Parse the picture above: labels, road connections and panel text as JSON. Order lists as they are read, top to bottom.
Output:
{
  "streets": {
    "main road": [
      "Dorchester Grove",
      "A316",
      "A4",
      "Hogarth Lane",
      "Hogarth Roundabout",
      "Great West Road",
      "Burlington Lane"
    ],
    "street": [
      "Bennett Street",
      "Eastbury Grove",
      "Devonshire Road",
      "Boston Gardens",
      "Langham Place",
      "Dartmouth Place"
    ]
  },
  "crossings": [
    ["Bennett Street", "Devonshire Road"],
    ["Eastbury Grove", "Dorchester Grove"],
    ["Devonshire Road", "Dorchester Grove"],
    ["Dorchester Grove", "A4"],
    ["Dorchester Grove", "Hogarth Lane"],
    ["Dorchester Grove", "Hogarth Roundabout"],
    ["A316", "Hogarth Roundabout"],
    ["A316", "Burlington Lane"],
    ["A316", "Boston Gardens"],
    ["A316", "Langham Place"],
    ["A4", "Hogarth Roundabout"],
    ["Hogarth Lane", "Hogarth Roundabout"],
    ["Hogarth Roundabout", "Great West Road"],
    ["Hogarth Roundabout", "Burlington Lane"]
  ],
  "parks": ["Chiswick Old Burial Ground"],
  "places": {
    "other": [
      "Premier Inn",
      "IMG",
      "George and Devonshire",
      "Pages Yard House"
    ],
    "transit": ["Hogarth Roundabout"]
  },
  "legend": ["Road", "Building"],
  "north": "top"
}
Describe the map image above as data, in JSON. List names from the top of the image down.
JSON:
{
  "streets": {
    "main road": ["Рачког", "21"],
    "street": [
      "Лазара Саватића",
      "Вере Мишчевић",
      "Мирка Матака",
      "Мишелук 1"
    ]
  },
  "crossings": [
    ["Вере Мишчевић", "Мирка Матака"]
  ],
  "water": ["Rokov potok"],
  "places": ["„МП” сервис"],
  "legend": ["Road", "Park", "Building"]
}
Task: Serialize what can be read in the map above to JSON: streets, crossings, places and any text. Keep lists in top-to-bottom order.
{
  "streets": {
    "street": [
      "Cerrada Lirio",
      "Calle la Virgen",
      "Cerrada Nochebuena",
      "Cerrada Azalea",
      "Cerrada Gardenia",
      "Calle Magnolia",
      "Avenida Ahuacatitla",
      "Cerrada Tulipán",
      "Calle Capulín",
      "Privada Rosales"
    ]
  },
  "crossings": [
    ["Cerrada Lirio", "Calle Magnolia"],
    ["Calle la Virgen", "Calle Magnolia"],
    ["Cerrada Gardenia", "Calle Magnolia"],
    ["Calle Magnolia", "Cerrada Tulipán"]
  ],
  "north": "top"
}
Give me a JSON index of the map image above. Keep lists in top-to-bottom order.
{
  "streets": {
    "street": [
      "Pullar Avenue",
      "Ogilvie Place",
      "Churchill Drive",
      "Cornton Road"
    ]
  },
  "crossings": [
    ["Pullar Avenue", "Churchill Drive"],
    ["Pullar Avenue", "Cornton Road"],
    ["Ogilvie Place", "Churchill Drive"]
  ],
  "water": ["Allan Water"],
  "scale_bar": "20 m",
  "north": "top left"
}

_PROBLEM_: The answer is the line with "Task: Serialize what" plus every line after it, printed exactly as they appear above.

_RESPONSE AREA_:
Task: Serialize what can be read in the map above to JSON: streets, crossings, places and any text. Keep lists in top-to-bottom order.
{
  "streets": {
    "street": [
      "Cerrada Lirio",
      "Calle la Virgen",
      "Cerrada Nochebuena",
      "Cerrada Azalea",
      "Cerrada Gardenia",
      "Calle Magnolia",
      "Avenida Ahuacatitla",
      "Cerrada Tulipán",
      "Calle Capulín",
      "Privada Rosales"
    ]
  },
  "crossings": [
    ["Cerrada Lirio", "Calle Magnolia"],
    ["Calle la Virgen", "Calle Magnolia"],
    ["Cerrada Gardenia", "Calle Magnolia"],
    ["Calle Magnolia", "Cerrada Tulipán"]
  ],
  "north": "top"
}
Give me a JSON index of the map image above. Keep lists in top-to-bottom order.
{
  "streets": {
    "street": [
      "Pullar Avenue",
      "Ogilvie Place",
      "Churchill Drive",
      "Cornton Road"
    ]
  },
  "crossings": [
    ["Pullar Avenue", "Churchill Drive"],
    ["Pullar Avenue", "Cornton Road"],
    ["Ogilvie Place", "Churchill Drive"]
  ],
  "water": ["Allan Water"],
  "scale_bar": "20 m",
  "north": "top left"
}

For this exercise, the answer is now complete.